▶ **Problem description**: Your answer should be every line with the word "crossings", copied from the data below.

[Start of Attachment]

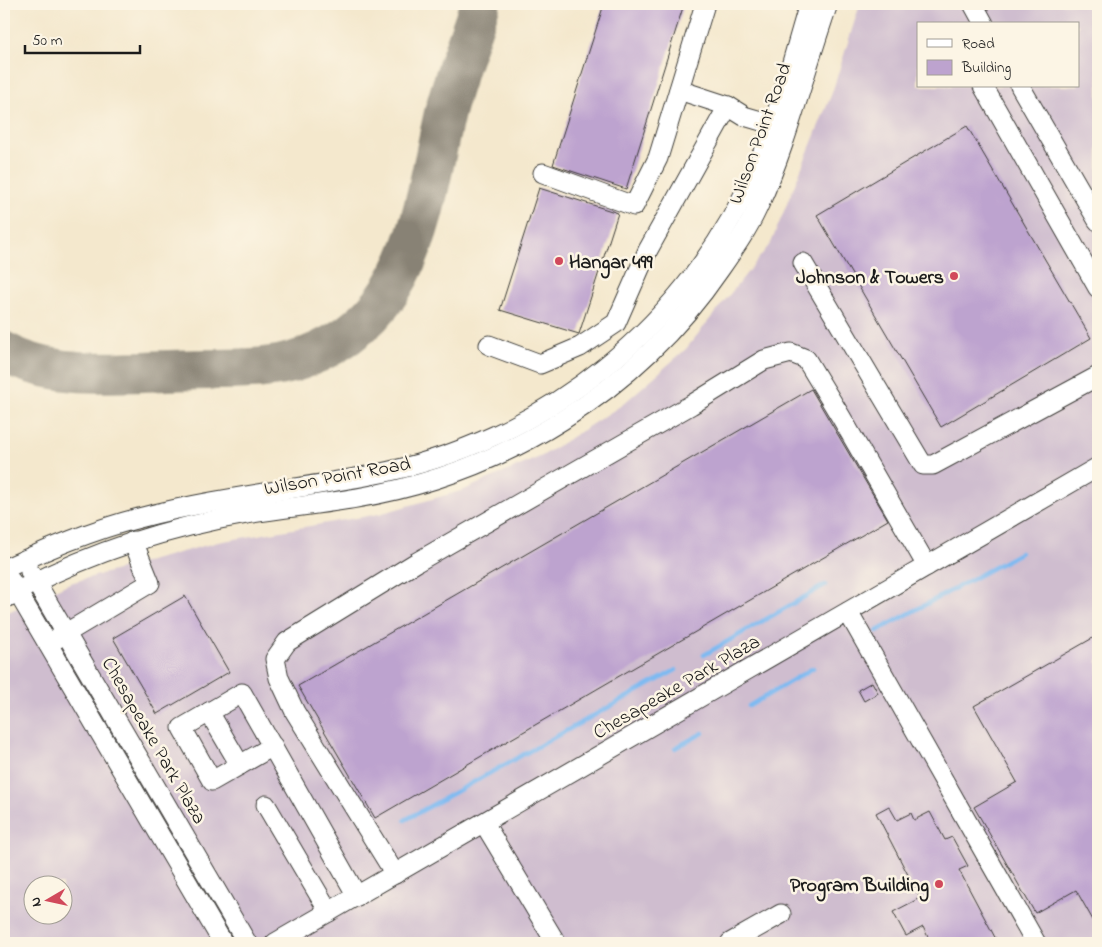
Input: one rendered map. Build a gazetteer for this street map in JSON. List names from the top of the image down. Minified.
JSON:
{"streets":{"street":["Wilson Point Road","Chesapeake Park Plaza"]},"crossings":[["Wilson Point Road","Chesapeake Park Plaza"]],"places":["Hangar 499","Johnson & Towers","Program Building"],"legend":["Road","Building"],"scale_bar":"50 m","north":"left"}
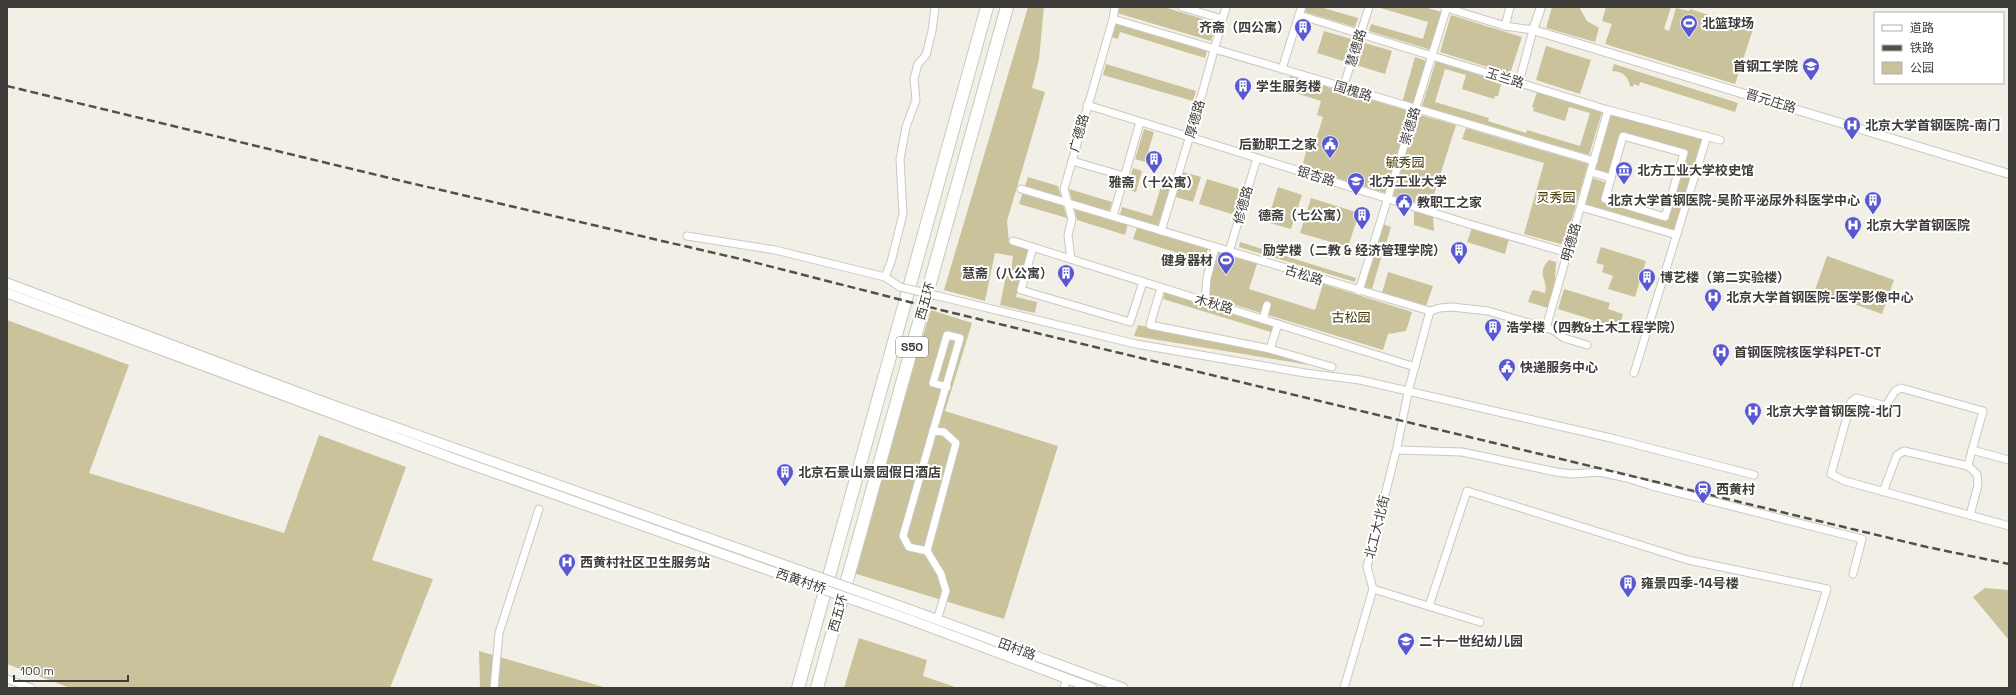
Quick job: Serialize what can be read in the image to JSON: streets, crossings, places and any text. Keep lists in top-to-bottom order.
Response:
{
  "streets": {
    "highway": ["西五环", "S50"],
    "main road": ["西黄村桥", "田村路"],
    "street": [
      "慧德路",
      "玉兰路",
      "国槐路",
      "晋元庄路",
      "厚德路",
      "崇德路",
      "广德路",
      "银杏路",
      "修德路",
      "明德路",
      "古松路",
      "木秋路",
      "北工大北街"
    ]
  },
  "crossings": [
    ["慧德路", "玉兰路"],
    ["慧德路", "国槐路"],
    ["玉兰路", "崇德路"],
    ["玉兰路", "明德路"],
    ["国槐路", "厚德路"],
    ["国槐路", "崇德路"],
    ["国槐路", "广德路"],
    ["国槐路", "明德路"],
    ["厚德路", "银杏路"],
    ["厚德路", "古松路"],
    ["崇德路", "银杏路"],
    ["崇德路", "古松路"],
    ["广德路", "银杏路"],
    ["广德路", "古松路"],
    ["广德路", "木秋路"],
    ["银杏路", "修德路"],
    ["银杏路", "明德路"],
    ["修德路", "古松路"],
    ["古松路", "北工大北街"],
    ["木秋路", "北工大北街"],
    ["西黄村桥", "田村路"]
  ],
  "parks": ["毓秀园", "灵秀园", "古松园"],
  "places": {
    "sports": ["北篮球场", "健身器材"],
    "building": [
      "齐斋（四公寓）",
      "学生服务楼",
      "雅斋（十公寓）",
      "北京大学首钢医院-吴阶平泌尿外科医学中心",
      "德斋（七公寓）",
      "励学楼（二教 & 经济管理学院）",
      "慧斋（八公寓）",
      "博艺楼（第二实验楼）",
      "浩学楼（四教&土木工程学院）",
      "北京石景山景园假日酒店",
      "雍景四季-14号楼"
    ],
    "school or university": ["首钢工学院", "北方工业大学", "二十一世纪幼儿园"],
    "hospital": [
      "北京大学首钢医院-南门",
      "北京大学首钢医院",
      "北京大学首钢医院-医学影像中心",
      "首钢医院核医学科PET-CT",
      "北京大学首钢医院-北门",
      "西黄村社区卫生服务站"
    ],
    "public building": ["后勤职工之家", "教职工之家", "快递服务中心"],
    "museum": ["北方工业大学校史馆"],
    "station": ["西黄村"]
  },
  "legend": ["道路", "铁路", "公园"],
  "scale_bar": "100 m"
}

[End of Attachment]

▶ **Answer to the problem**:
{"streets":{"street":["Wilson Point Road","Chesapeake Park Plaza"]},"crossings":[["Wilson Point Road","Chesapeake Park Plaza"]],"places":["Hangar 499","Johnson & Towers","Program Building"],"legend":["Road","Building"],"scale_bar":"50 m","north":"left"}
Quick job: Serialize what can be read in the image to JSON: streets, crossings, places and any text. Keep lists in top-to-bottom order.
  "crossings": [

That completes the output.